DUM SPIRO, SPERO
Part 40
 

"Sir, it was anger that made him run away.
When a person his age is hurt, he can be dangerous."

"Antigone," Translation by Richard Emil Braun. Lines 927-928. Used without permission.
 

ALLY:

September 13, 2001

Friday the 13th. I'm normally not superstitious...but I leave nothing to chance these days.

One of the things that has saved my life was an assignment of Dana's. She wasn't supposed to have to teach this semester. She was supposed to be devoting her time to her research and teaching again in the spring, but at the last moment, she was assigned a seminar in biophysics.

I'm not getting paid for this-ADA money has been squeezed off, and universities are generally unwilling or unable to take this out of their budget-but Dana says she will find a way to, through subterfuge, write me into her research grant so that I can get paid eventually.

I don't care. I'd have paid HER to do it. I needed this. I'd broken my rule about not drinking before 5 p.m. so many times when she'd asked me that I said yes before she completed her sentence.

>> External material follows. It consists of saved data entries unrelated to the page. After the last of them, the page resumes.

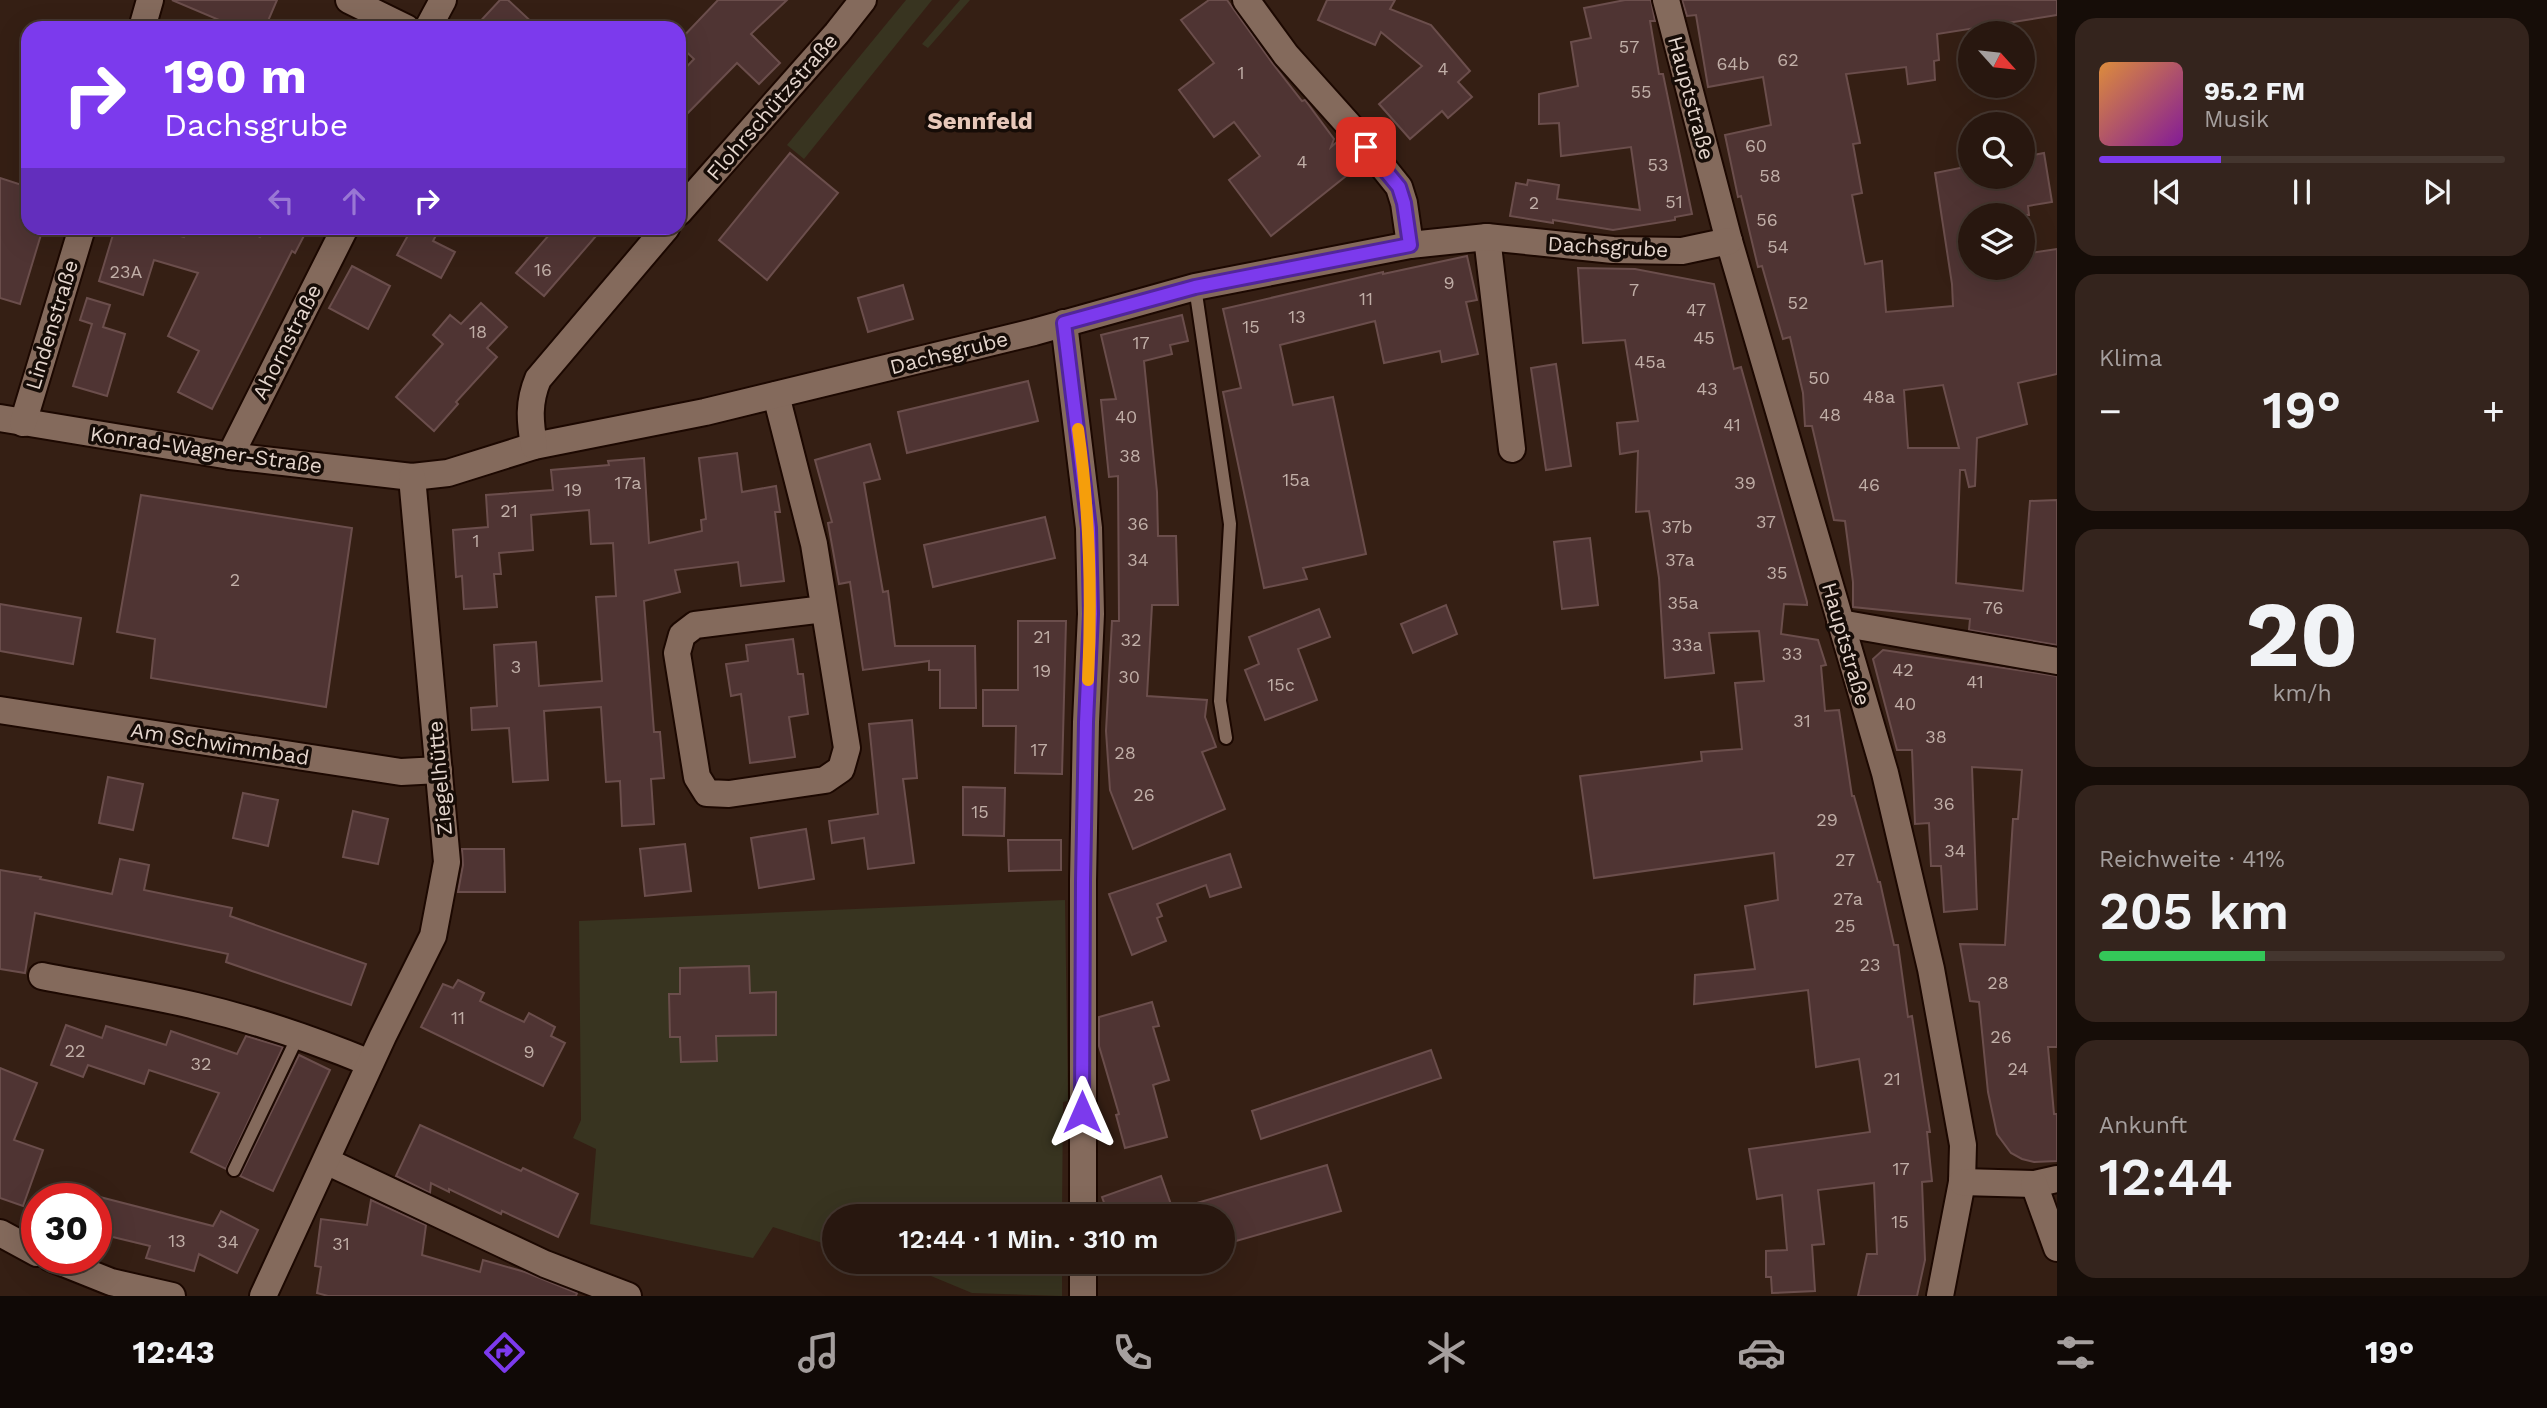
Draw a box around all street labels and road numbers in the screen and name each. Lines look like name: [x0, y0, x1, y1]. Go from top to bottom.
street label: Flohrschützstraße: [701, 28, 842, 185]
street label: Hauptstraße: [1663, 33, 1720, 162]
street label: Dachsgrube: [1547, 231, 1669, 262]
street label: Lindenstraße: [20, 257, 83, 393]
street label: Ahornstraße: [247, 280, 326, 404]
street label: Dachsgrube: [887, 326, 1011, 379]
street label: Konrad-Wagner-Straße: [88, 421, 324, 478]
street label: Hauptstraße: [1817, 579, 1876, 708]
street label: Am Schwimmbad: [129, 717, 311, 770]
street label: Ziegelhütte: [422, 720, 457, 836]

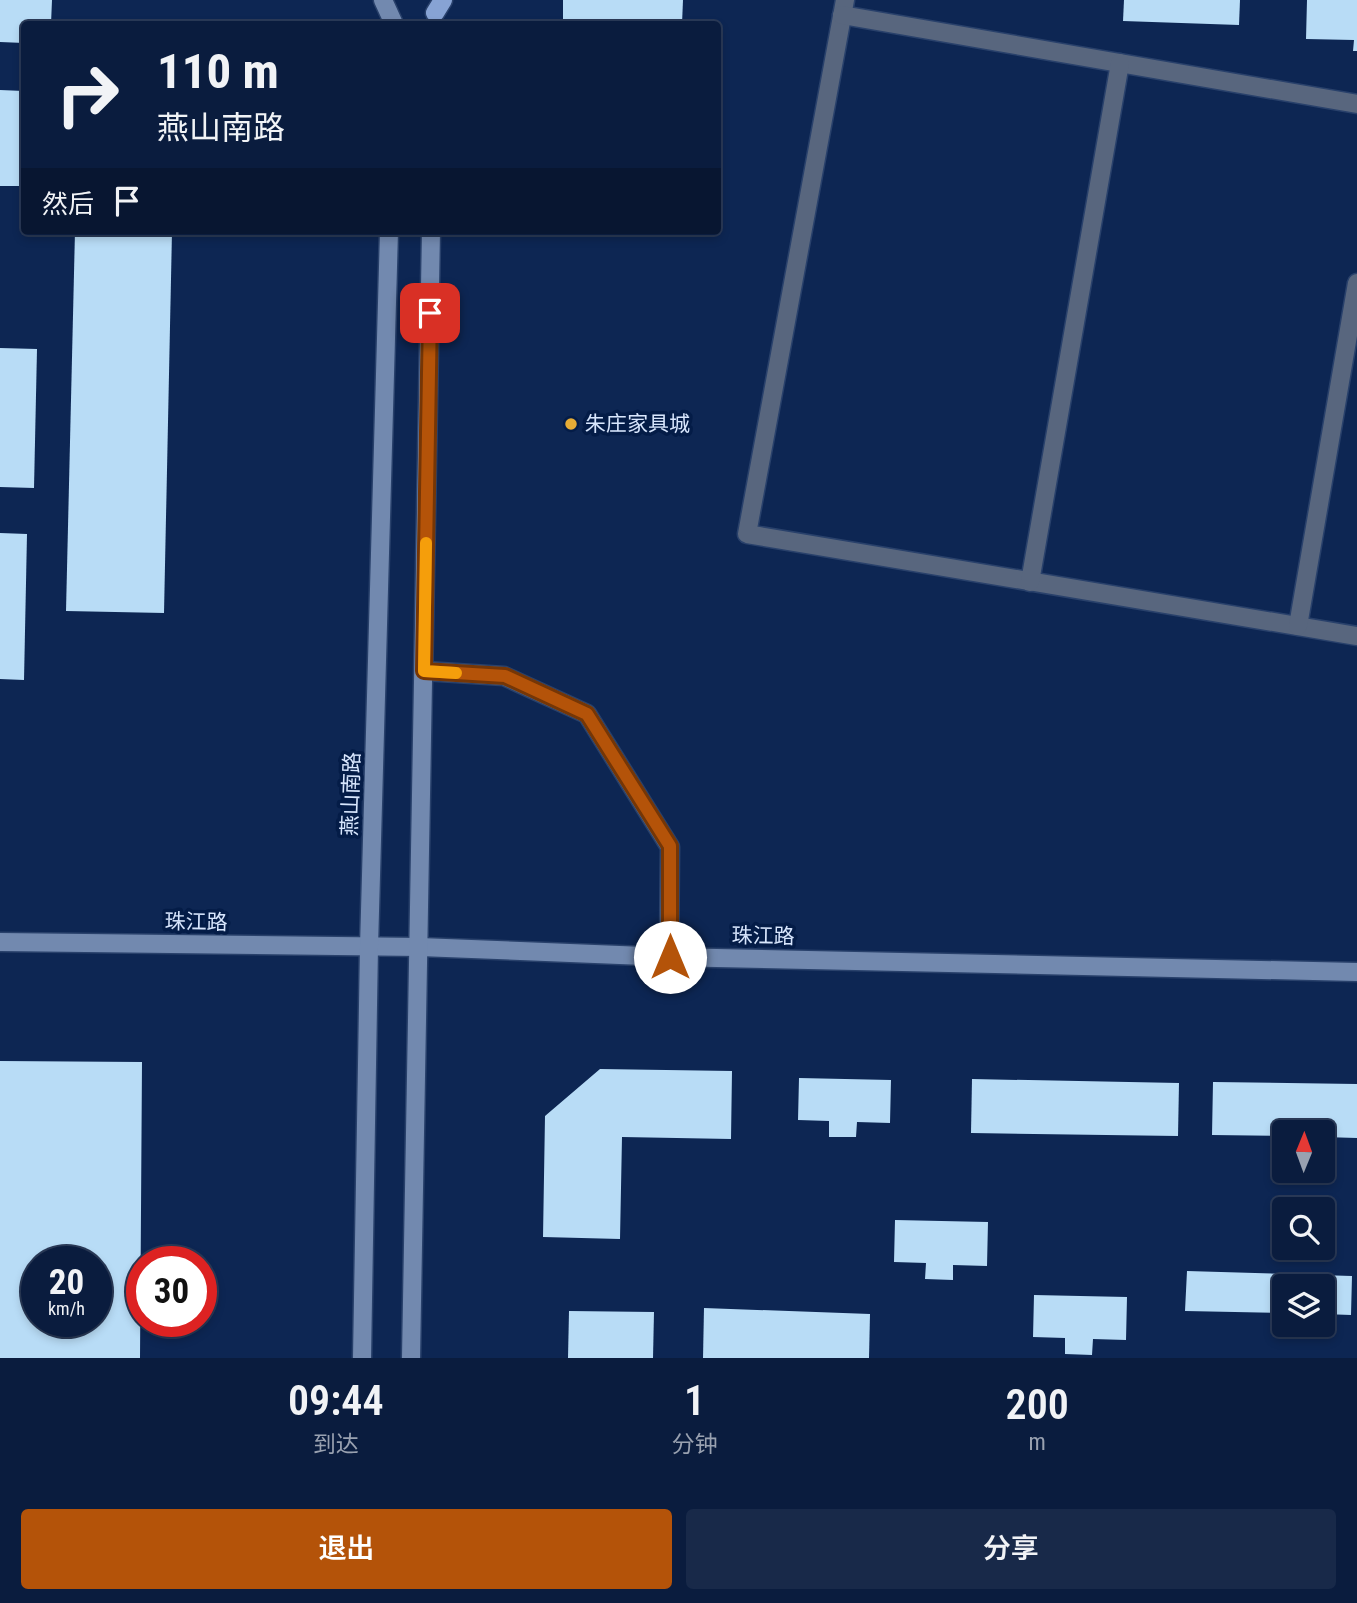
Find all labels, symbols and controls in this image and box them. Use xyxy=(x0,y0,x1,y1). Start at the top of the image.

The seminar is on Wednesday afternoon. It's all PhD students, seven of them, so it's a pleasant, intimate atmosphere. Two of them are in MD-PhD programs, and all of them are extremely bright.

My only anxiety was: what am I going to do with Patrick? Miranda is not out of school until later in the day, and child care? Forget it. I interviewed a couple of people, and was utterly turned off. My options seem to be evangelical preschools and fundamentalist family care providers. They seem to be the only ones in the business these days. I find it disturbing, to say the least, that in a city the size of Alexandria, which has a substantial Jewish population, there are no Jewish preschools. Or even
nonsectarian ones.

I tried to get Langly to do a search, but he just blew me off. I realize he's busy, but he could have done this rapidly. Finally, I asked Juliet to help me. Ten minutes later, I had a database.

Just no child care.

And this seems to be a concern of Juliet's as well. She has confided in me that she thinks she's pregnant. Too soon to tell, of course-but she claims that she feels as if she is.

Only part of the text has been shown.